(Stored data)
════════

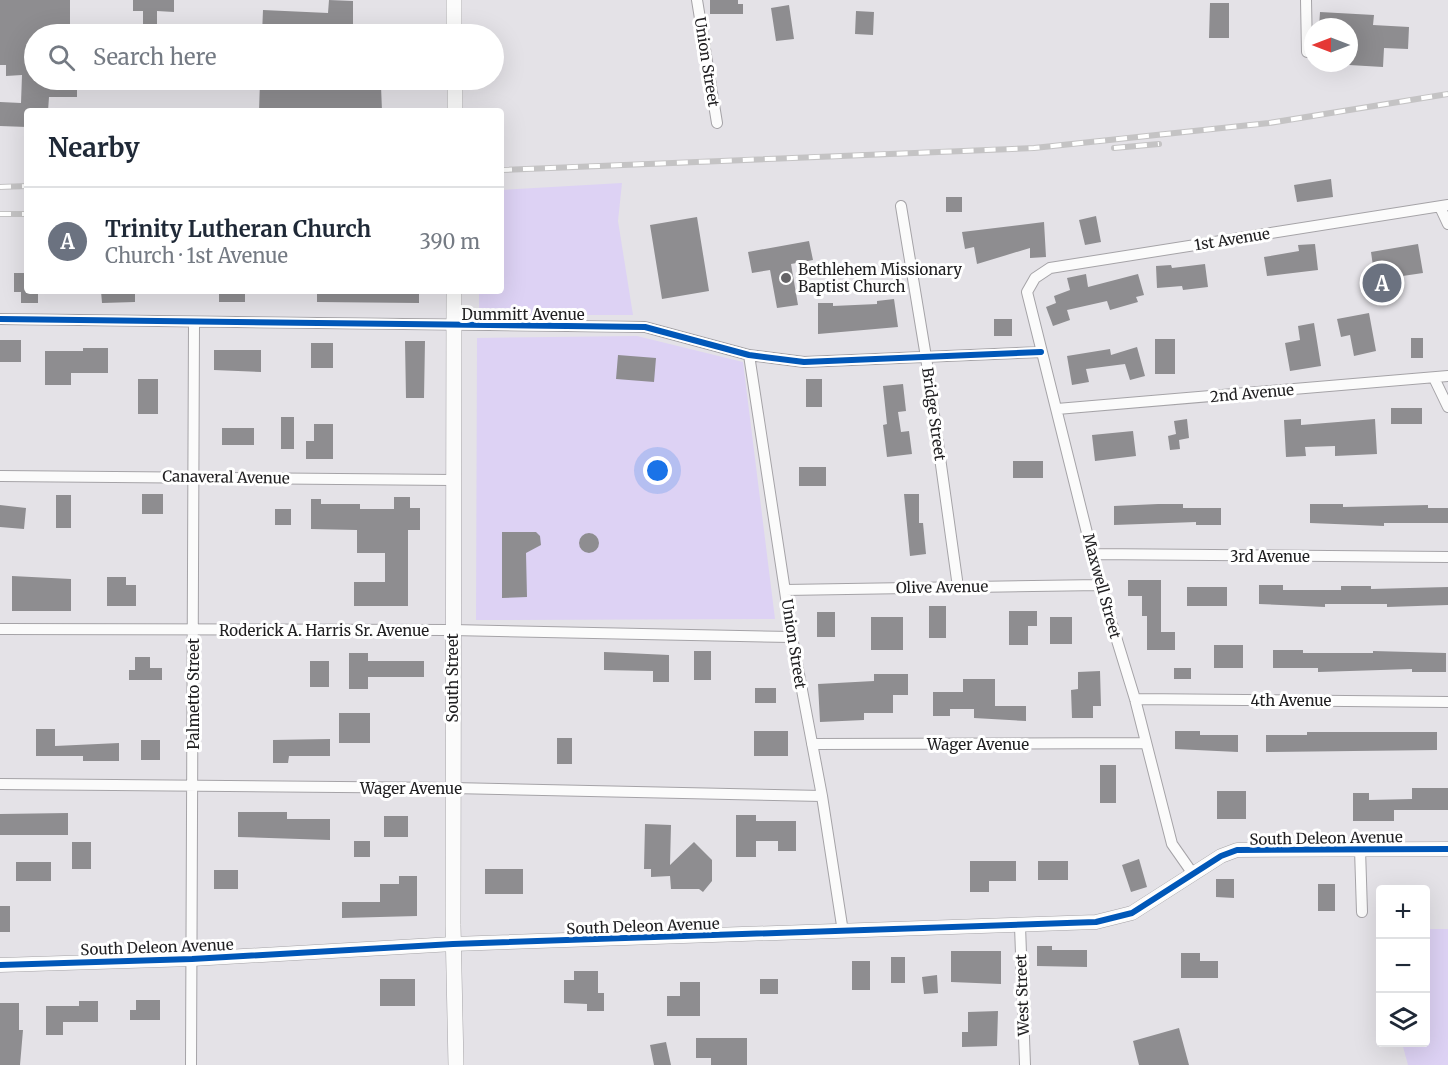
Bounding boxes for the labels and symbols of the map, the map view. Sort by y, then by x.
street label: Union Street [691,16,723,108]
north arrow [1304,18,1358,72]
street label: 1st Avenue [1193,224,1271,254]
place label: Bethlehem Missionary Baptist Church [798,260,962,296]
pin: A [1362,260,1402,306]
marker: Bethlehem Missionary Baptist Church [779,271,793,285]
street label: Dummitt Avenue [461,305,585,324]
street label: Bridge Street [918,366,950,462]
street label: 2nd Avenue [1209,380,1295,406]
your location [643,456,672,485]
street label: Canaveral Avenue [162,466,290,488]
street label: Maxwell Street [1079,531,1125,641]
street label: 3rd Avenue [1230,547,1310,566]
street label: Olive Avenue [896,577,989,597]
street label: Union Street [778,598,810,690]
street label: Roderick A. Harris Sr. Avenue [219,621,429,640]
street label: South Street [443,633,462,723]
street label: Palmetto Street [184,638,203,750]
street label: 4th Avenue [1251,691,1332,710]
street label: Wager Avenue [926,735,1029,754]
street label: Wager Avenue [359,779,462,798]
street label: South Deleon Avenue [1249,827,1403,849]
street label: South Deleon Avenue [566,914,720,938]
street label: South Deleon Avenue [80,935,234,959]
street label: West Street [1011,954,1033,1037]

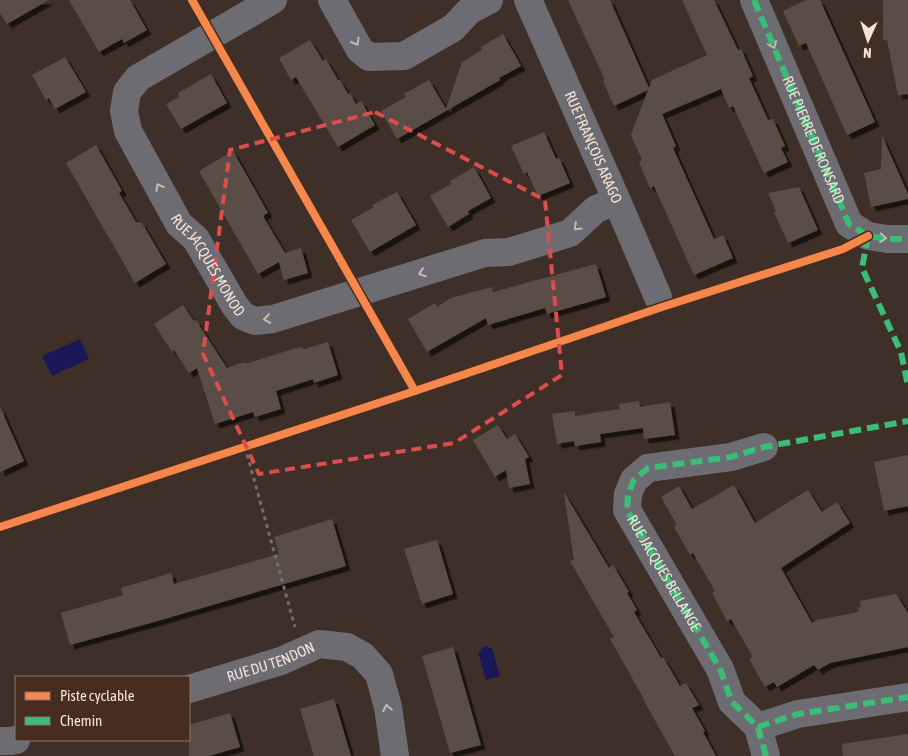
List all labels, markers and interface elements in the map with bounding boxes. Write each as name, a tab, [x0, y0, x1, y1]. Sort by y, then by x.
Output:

════════

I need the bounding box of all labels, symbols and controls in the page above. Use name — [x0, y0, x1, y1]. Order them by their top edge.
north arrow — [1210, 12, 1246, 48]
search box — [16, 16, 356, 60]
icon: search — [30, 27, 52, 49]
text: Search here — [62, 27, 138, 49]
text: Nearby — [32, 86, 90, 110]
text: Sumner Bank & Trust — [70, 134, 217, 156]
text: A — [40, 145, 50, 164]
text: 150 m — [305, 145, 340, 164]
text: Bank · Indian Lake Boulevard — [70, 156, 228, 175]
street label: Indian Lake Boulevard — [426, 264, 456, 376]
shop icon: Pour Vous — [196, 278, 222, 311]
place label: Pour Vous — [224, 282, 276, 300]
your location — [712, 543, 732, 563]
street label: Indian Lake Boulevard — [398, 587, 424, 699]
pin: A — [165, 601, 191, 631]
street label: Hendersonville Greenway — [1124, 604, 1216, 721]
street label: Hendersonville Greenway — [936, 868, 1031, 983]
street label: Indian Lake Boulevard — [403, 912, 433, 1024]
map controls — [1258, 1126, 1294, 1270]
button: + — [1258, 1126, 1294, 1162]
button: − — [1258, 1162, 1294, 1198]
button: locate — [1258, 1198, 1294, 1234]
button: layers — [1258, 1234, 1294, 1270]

════════

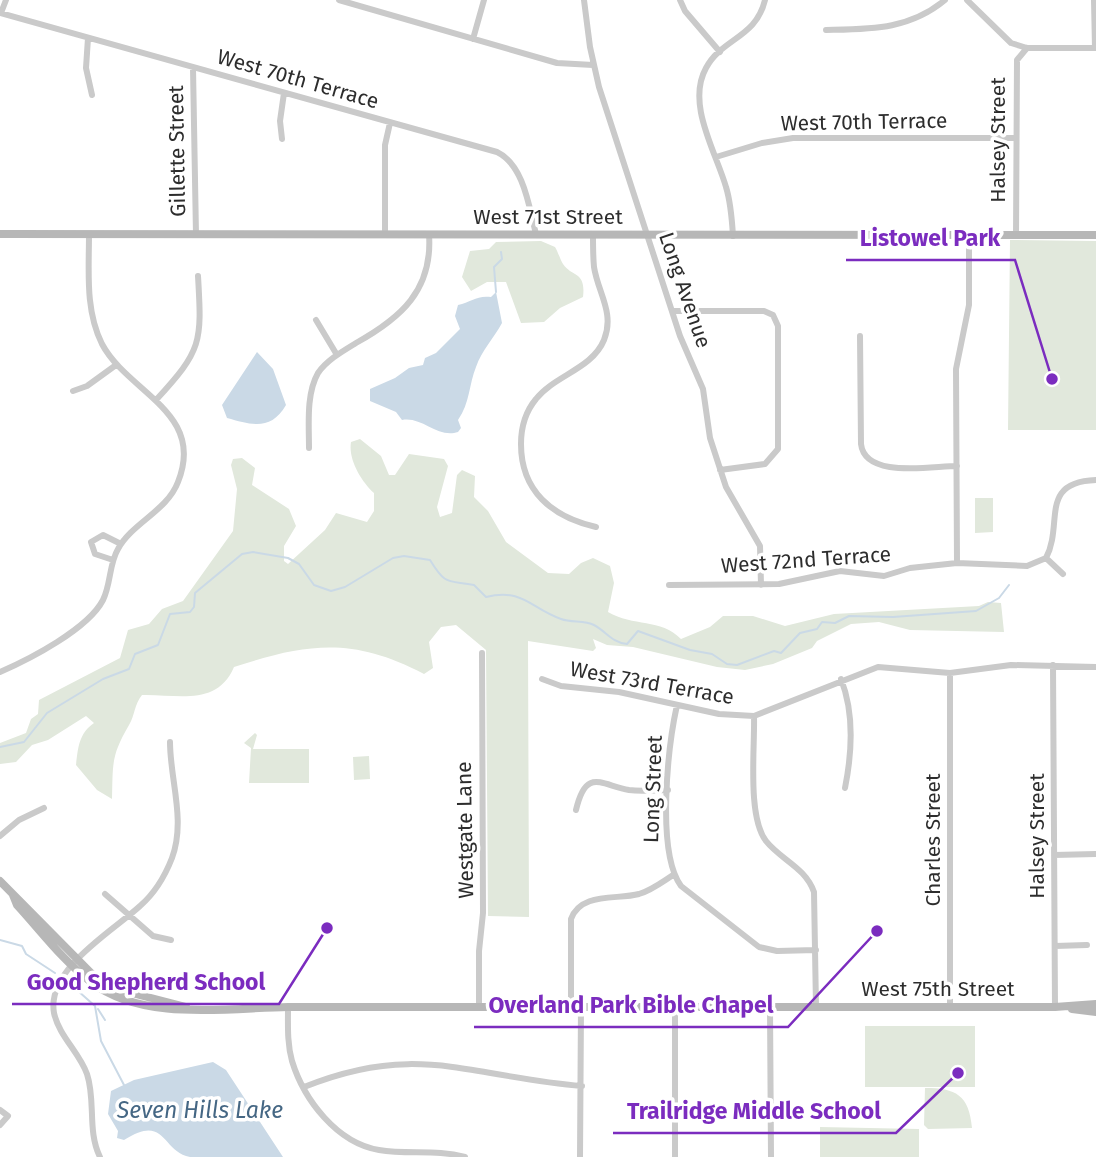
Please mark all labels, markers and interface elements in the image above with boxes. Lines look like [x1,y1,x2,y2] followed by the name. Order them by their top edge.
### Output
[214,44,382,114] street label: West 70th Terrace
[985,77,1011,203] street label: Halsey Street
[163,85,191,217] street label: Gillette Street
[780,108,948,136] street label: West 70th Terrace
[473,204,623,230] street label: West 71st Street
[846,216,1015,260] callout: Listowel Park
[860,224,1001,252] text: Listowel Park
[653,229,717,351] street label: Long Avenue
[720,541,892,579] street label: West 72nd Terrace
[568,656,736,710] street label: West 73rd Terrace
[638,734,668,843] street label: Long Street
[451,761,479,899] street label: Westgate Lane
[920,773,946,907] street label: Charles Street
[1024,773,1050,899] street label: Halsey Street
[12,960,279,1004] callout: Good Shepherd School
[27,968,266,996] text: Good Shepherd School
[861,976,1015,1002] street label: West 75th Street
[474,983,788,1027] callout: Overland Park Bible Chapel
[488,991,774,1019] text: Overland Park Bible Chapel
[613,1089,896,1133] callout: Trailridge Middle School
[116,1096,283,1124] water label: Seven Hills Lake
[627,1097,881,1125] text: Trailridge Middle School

════════

[Work to be completed]
Show all lines above that contain "interface".

[Exercise output]
List all labels, markers and interface elements in the map with bounding boxes. Write each as name, a tab, [x0, y0, x1, y1]. Sort by y, then by x.
Please mark all labels, markers and interface elements in the image above with boxes. Lines look like [x1,y1,x2,y2] followed by the name. Order them by their top edge.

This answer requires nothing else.